Клеточные и иммунные изменения в стенке матки, которые определяют успех или неудачу имплантации, представляют собой чрезвычайно сложный феномен, который в настоящее время вызывает пристальный интерес исследователей – и немалые разногласия в их среде. Значительная часть наших знаний об этих явлениях получена благодаря экспериментам на мышах, и не всегда известно, в какой степени их можно экстраполировать на людей. Тем не менее становится очевидным, что нарушение процесса децидуализации, затрагивающее нарушение дифференциации фибробластов стромы в децидуальные клетки, не только влияет на способность женского организма обеспечить надлежащую проверку и имплантацию эмбриона, но и создает предпосылки для дальнейших патологий беременности, таких как ранний выкидыш и преэклампсия.

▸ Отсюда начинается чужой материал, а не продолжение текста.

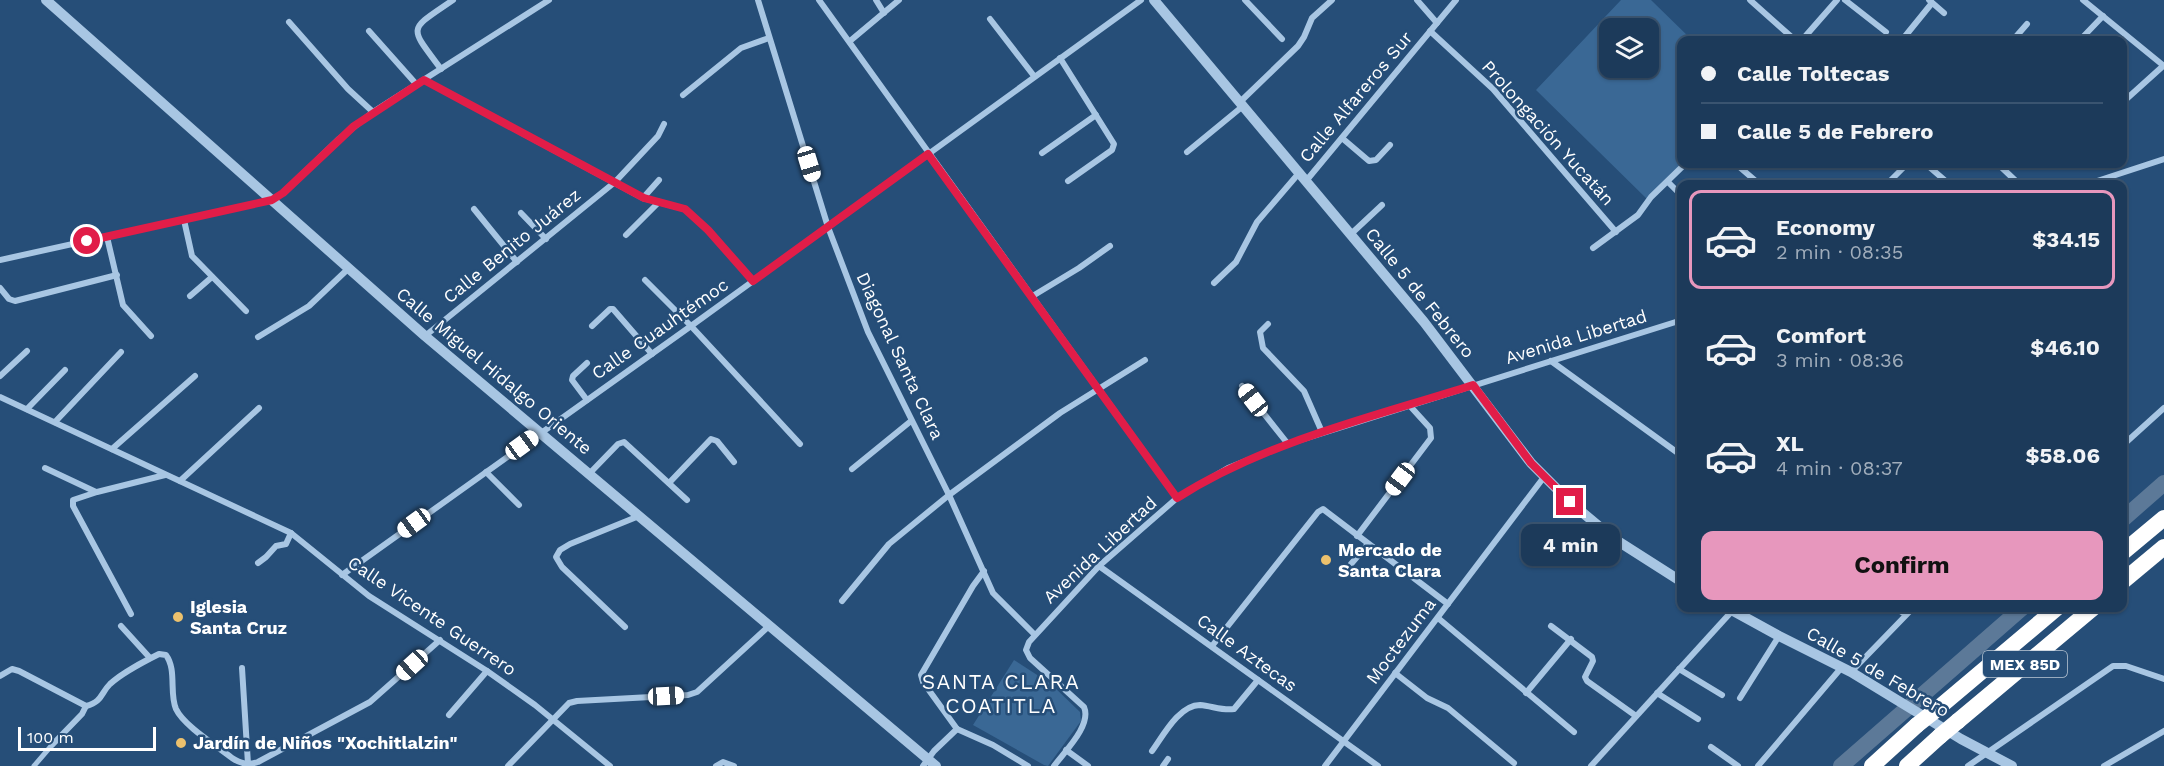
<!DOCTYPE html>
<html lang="en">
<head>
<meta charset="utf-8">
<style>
  :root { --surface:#1c3a5a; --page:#254160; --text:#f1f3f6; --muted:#a0adbb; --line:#3a5470; --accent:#e797bd }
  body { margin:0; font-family:"Work Sans",sans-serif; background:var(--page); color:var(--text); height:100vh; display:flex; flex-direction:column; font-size:22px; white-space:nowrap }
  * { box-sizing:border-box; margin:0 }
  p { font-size:20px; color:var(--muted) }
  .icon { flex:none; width:33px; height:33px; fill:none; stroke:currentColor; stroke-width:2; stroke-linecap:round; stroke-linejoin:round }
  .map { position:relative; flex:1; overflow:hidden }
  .details { position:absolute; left:1677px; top:180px; width:450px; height:432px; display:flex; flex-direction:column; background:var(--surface); border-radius:12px; box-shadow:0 2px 4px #0004,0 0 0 2px var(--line) }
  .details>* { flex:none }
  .banner { position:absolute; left:1677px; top:36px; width:450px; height:132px; border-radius:12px; box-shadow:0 2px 4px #0004,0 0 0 2px var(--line); display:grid; align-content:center; height:132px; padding:0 24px; background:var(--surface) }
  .fabs { position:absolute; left:1599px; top:18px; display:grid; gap:12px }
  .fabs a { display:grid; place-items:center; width:60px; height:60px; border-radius:12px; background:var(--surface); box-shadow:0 2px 4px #0004,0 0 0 2px var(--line); font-size:30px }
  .scale { position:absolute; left:18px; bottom:15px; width:138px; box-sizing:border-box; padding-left:6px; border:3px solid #fff; border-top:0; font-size:16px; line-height:21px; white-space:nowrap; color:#fff; -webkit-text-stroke:4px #264e78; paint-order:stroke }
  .end { position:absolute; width:27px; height:27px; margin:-14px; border:8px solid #e11d48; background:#fff; box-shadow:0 0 0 3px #fff }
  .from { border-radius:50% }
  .bubble { position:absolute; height:42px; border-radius:12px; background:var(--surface); box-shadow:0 2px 4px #0004,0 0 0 2px var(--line); font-size:20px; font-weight:700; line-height:42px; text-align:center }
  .car { position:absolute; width:18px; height:36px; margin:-18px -9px; border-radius:8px; box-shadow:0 0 4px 2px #0007; background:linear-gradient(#fff 24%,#345 0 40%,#fff 0 76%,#345 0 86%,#fff 0) }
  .banner b { display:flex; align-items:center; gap:21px; height:57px; font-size:22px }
  .banner b+b { border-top:2px solid var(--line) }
  .banner i { width:15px; height:15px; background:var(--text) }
  ul { padding:10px 0 0; list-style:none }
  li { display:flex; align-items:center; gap:18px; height:99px; margin:0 12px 9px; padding:0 12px; border:3px solid transparent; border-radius:12px }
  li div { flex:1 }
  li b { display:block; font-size:22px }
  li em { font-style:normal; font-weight:700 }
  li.selected { border-color:var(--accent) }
  li>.icon { width:54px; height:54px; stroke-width:1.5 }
  .action { display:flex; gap:12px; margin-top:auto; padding:12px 24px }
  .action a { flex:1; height:69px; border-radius:12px; background:var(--accent); color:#111; font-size:24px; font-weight:700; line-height:69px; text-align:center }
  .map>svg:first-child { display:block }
  .green { fill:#3a6895; fill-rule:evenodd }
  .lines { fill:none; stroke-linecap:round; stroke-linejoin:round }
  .river { stroke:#5c7998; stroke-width:16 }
  .pedestrian { stroke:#a8c6e3; stroke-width:5 }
  .minor { stroke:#a8c6e3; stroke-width:6 }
  .tertiary { stroke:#a8c6e3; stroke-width:10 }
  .motorway { stroke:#fff; stroke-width:16 }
  .motorway-bridge { stroke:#fff; stroke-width:16 }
  .route { stroke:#e11d48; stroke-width:8 }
  .poi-dot { fill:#ecc16d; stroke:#264e78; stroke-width:2 }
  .labels { text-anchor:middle; stroke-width:5; stroke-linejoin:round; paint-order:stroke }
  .shield { fill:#264e78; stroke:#becad6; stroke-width:1.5 }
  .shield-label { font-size:16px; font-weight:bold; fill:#fff }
  .street-label { font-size:18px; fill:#fff; stroke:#264e78 }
  .poi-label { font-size:18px; font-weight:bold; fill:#fff; stroke:#264e78; text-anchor:start }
  .quarter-label { font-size:21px; letter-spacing:1.5px; fill:#fff; stroke:#264e78 }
</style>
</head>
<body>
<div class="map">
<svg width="2164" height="766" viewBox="0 0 2164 766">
  <rect width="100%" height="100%" fill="#264e78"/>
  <g class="green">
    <path d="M1621 0H1651L1692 40H1682V164L1648 200 1536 90ZM1610 28H1648V68H1610Z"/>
    <path d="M1014 660 1051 684 1080 712 1081 721 1048 766 1044 765 973 725Z"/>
  </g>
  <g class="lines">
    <g class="river">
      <path d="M2122 520 2164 483"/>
      <path d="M1841 766 2022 608"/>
    </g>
    <path class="pedestrian" d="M34 766 52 745"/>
    <g class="minor">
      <path d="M758 0 828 227 868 332 949 495 993 593 1034 634"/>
      <path d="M819 0 1177 498"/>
      <path d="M876 0 884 13"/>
      <path d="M1245 0 1282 39"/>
      <path d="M1417 0 1437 23"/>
      <path d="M1750 0 1795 40"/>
      <path d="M1845 0 1886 32"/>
      <path d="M1929 0 1944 13"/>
      <path d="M2083 0 2164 66"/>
      <path d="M990 19 1034 76"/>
      <path d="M289 22 348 89 373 112"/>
      <path d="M369 31 417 85"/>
      <path d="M1430 31 1493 89 1616 232"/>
      <path d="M1802 40 1837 0"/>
      <path d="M1902 40 1932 3"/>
      <path d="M2013 40 2027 24"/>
      <path d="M2080 40 2103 16"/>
      <path d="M850 41 899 0"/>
      <path d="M1060 58 1114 144 1112 150 1068 181"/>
      <path d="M441 69C408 25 408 31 453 0"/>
      <path d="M424 80 643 198 685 209 708 230 753 281"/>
      <path d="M683 95 741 48 769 38"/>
      <path d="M1240 102 1298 46 1304 37 1312 18 1332 0"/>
      <path d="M2122 103 2163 66"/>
      <path d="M1342 138 1369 161 1376 160 1390 145"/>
      <path d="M1187 152 1243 106"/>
      <path d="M1042 153 1096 115"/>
      <path d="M1736 164 1758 183"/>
      <path d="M1926 164 1949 184"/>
      <path d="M1998 164 2019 184"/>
      <path d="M1306 181 1456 0"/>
      <path d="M1668 182 1682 196"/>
      <path d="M1887 184 1907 164"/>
      <path d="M2088 184 2164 159"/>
      <path d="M643 198 659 180"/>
      <path d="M474 209 517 262"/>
      <path d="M521 213 546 239"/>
      <path d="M184 220 192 256 246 311"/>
      <path d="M1351 234 1382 205"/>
      <path d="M626 235 659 202"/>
      <path d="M107 237 123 305 151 336"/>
      <path d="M1593 248 1638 215 1651 197 1685 164"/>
      <path d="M0 260 272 200 283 193 339 139 373 112 549 0"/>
      <path d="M645 280 691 326 800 444"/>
      <path d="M1214 283 1236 262 1257 222 1299 173"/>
      <path d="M0 288 9 299 15 301 117 275"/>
      <path d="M190 296 212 277"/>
      <path d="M1031 297 1079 268 1110 246"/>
      <path d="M1268 324 1260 332 1263 348 1304 391 1322 432"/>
      <path d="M592 326 610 309H613L652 354"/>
      <path d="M425 336 615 182 658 136 664 124"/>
      <path d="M258 337 309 306 349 268"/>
      <path d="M1551 361 1682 456"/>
      <path d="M0 376 27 351"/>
      <path d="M1242 386 1288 444"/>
      <path d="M0 397 291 533 369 596 487 671 535 705 610 766"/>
      <path d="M587 400 572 380 573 376 587 363"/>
      <path d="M27 409 65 370"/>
      <path d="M55 422 121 352"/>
      <path d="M2122 446 2164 408"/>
      <path d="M112 449 195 376"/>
      <path d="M45 468 96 492"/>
      <path d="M852 469 911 421"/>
      <path d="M486 472 519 505"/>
      <path d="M589 474 618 444 624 442 687 500"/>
      <path d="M180 481 259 408"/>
      <path d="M669 483 711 439 717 441 734 462"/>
      <path d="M1357 536 1431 438 1430 428 1410 406"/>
      <path d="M258 563 266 557 276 546 286 544 291 533"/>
      <path d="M1351 564 1368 544"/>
      <path d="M1099 566 1378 766"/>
      <path d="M342 575 691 326 1141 0"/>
      <path d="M842 601 889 544 949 495 1060 413 1145 360"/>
      <path d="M1895 608 1905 614"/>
      <path d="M131 614 73 506V500L97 492 165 475"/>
      <path d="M1438 618 1574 732"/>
      <path d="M121 626 150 658"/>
      <path d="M1551 626 1592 657 1593 661 1585 677 1587 681 1636 716"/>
      <path d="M625 627 562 567 556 557 560 550 570 544 639 516"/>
      <path d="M1212 646 1318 512 1323 509 1448 604"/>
      <path d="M242 668 248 764"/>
      <path d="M1679 669 1722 695"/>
      <path d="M1851 672 1913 608"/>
      <path d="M1395 673 1427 698 1448 708 1514 763"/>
      <path d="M0 676 12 669 19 671 86 706C103 701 100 694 110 684 123 672 143 662 159 654L166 655C177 670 169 693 176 709 184 726 217 746 232 758 241 764 248 765 258 762L370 702 440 640"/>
      <path d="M1526 693 1571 639"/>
      <path d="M1657 693 1698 719"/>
      <path d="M1740 698 1779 636"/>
      <path d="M449 715 487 671"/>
      <path d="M957 729 923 682 921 675 973 586 984 571"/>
      <path d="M957 729 993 745 1028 766"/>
      <path d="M52 745 82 714 86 706"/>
      <path d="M1711 747 1738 766"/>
      <path d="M1066 750 1088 766"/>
      <path d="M1152 751C1163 736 1179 705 1200 705 1212 706 1223 711 1234 709L1258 680"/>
      <path d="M508 766 569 703 577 701 688 695 697 692 769 626"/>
      <path d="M716 766 723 762 734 766"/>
      <path d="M923 766 934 751 957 729"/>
      <path d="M1054 766C1065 751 1092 725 1084 707L1030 658 1026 650 1029 642 1099 566 1177 498 1228 468 1288 444 1682 320"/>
      <path d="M1163 766 1168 759"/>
      <path d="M1325 766 1544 477"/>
      <path d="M1591 766 1733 610"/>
      <path d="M1758 766 1842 667"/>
      <path d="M1968 766 2113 666H2126L2164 679"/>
      <path d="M2104 766 2164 731"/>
    </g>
    <g class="tertiary">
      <path d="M46 0 425 336 936 766"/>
      <path d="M1154 0 1424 322 1531 463 1571 503 1613 538 1682 582"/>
      <path d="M1728 608 1779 636 1851 672 1961 739 2012 766"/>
    </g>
    <g class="motorway">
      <path d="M2122 553 2164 518"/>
      <path d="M2122 582 2164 547"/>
      <path d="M1936 710 2057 608"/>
      <path d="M1958 721 2093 608"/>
      <path d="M1872 766 1917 725"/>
      <path d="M1907 766 1940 736"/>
    </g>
    <g class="motorway-bridge">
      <path d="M1917 725 1936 710"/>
      <path d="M1940 736 1958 721"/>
    </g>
  </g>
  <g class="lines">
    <path class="route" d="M87 241 272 200 283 193 354 126 424 80 644 198 685 209 708 230 753 281 928 154 1177 498C1267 441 1373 417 1473 385L1531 463 1570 502"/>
  </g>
  <g class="poi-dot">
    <circle cx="1326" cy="560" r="6"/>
    <circle cx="178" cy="617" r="6"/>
    <circle cx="181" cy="743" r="6"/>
  </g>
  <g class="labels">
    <rect class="shield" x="1983" y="651" width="84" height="26" rx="4.5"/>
    <g class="shield-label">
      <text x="2025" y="670">MEX 85D</text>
    </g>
    <g class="street-label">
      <text transform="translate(1356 97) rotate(-50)" y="6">Calle Alfareros Sur</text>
      <text transform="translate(1548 133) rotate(48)" y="6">Prolongación Yucatán</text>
      <text transform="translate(512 246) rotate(-39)" y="6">Calle Benito Juárez</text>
      <text transform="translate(1420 293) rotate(51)" y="6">Calle 5 de Febrero</text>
      <text transform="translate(660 329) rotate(-35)" y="6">Calle Cuauhtémoc</text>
      <text transform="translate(1576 337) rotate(-17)" y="6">Avenida Libertad</text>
      <text transform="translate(900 356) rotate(65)" y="6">Diagonal Santa Clara</text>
      <text transform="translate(494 371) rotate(40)" y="6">Calle Miguel Hidalgo Oriente</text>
      <text transform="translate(1100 550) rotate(-43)" y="6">Avenida Libertad</text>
      <text transform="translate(432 616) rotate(34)" y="6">Calle Vicente Guerrero</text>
      <text transform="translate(1401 641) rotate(-53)" y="6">Moctezuma</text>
      <text transform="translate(1247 653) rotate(36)" y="6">Calle Aztecas</text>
      <text transform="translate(1878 672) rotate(30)" y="6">Calle 5 de Febrero</text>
    </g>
    <g class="poi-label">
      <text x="1338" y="556">Mercado de<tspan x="1338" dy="21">Santa Clara</tspan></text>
      <text x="190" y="613">Iglesia<tspan x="190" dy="21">Santa Cruz</tspan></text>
      <text x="193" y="749">Jardín de Niños "Xochitlalzin"</text>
    </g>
    <g class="quarter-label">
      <text x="1001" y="689">SANTA CLARA<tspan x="1001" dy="24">COATITLA</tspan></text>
    </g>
  </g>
</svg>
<div class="fabs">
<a><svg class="icon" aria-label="layers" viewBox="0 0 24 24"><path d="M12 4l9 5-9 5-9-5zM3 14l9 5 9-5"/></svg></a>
</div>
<div class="scale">100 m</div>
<i class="end from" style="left:87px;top:241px"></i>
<i class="end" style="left:1570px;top:502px"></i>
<div class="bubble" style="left:1521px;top:524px;width:99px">4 min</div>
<i class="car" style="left:809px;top:164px;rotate:163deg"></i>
<i class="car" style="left:1253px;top:400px;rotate:322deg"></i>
<i class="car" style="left:522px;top:445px;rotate:54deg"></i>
<i class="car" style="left:1400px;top:479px;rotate:217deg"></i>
<i class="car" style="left:414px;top:523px;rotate:234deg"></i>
<i class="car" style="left:412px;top:665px;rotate:228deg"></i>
<i class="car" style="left:666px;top:696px;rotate:87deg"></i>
<div class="banner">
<b><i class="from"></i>Calle Toltecas</b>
<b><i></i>Calle 5 de Febrero</b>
</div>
<section class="details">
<ul>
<li class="selected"><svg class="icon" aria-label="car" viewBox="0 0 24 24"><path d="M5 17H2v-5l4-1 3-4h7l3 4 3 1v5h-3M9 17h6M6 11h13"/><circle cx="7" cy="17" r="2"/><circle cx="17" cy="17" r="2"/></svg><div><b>Economy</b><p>2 min · 08:35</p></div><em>$34.15</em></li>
<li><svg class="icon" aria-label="car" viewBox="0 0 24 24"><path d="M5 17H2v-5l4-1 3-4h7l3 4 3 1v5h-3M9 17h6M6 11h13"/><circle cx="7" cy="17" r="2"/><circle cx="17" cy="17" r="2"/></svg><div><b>Comfort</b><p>3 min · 08:36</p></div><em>$46.10</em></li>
<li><svg class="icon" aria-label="car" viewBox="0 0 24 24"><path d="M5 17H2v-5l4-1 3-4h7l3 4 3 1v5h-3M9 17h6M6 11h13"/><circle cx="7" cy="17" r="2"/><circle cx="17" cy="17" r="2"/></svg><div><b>XL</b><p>4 min · 08:37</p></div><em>$58.06</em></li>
</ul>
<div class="action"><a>Confirm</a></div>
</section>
</div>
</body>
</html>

Бросенс и его коллеги Мадхури Салкер, Шивон Квинби, Гейс Текленбург и другие постарались изучить процесс децидуализации в мельчайших подробностях. Оказалось, что важнейшую роль в нем играет один из представителей семейства провоспалительных цитокинов, известный как интерлейкин 33 (ИЛ-33). Как мы уже знаем, высокий уровень прогестерона запускает дифференциацию стромальных клеток в децидуальные. Когда клетки начинают дифференцироваться, они секретируют интерлейкин 33 и связывают его с рецепторной молекулой STL2, что позволяет им запустить в стенке матки выработку целого коктейля из хемокинов, цитокинов, С-реактивного белка и других воспалительных факторов. Это временное воспаление является необходимой прелюдией к имплантации, поскольку оно включает целый ряд генов, отвечающих за восприимчивость матки. Данное воспаление носит самоограничивающийся характер, поскольку, как только процесс децидуализации завершается, эти клетки активируют петлю обратной связи и начинают производить рецептор-ловушку для интерлейкина 33, который называется sST2. Такой маневр позволяет эффективно нейтрализовать интерлейкин 33 и прекратить воспалительную реакцию. Когда исследователи сравнили активность генов, кодирующих рецепторную молекулу STL2, в стромальных клеточных культурах, взятых у здоровых женщин и женщин, страдающих привычным невынашиванием беременности, они обнаружили одну интересную вещь: первоначально уровень продуцирования STL2 повышался во всех случаях, но у здоровых женщин он снижался через два дня после начала децидуализации, тогда как у второй группы женщин он оставался высоким на протяжении восьми дней после запуска децидуализации, а уровень производства рецепторов-приманок sST2, наоборот, был значительно ниже. Хотя у этих женщин происходила имплантация эмбрионов, кумулятивные воспалительные эффекты, вызванные более продолжительной выработкой воспалительных цитокинов и STL2, создавали очень враждебную среду для эмбрионов, поскольку децидуальная ткань была повреждена и наполнена иммунными атакующими клетками.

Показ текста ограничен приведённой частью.